▶ _What to do_: From top to bottom, print the listing word for word and skip any pictures it contains.

▶ _Extracted entries_:
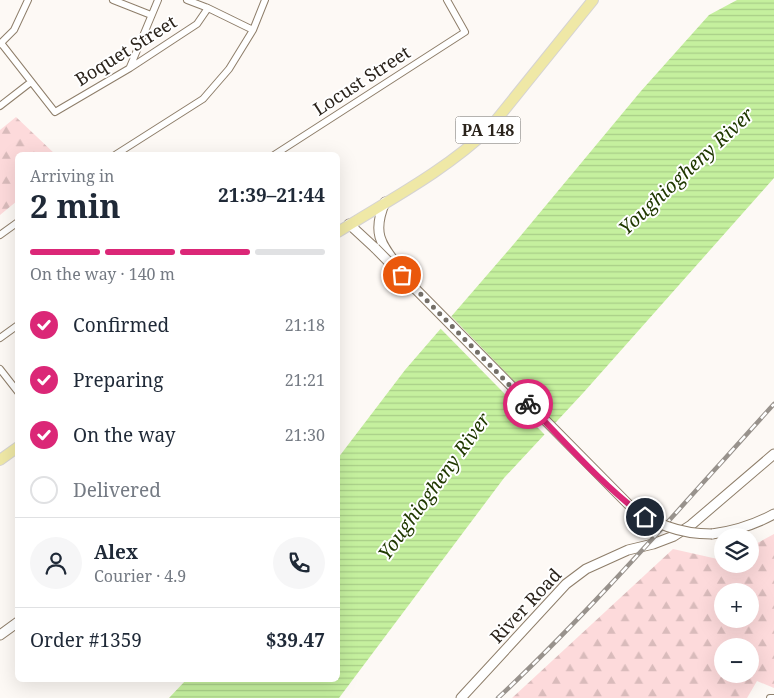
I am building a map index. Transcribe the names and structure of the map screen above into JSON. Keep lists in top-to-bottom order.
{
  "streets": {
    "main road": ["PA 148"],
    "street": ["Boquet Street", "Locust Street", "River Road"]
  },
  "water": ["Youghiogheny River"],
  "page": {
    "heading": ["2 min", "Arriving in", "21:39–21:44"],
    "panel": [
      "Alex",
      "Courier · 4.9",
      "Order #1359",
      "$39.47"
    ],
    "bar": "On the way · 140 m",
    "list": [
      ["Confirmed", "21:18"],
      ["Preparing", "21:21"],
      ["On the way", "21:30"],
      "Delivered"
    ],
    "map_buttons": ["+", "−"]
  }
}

▶ _Task answer_:
I am building a map index. Transcribe the names and structure of the map screen above into JSON. Keep lists in top-to-bottom order.
{
  "streets": {
    "main road": ["PA 148"],
    "street": ["Boquet Street", "Locust Street", "River Road"]
  },
  "water": ["Youghiogheny River"],
  "page": {
    "heading": ["2 min", "Arriving in", "21:39–21:44"],
    "panel": [
      "Alex",
      "Courier · 4.9",
      "Order #1359",
      "$39.47"
    ],
    "bar": "On the way · 140 m",
    "list": [
      ["Confirmed", "21:18"],
      ["Preparing", "21:21"],
      ["On the way", "21:30"],
      "Delivered"
    ],
    "map_buttons": ["+", "−"]
  }
}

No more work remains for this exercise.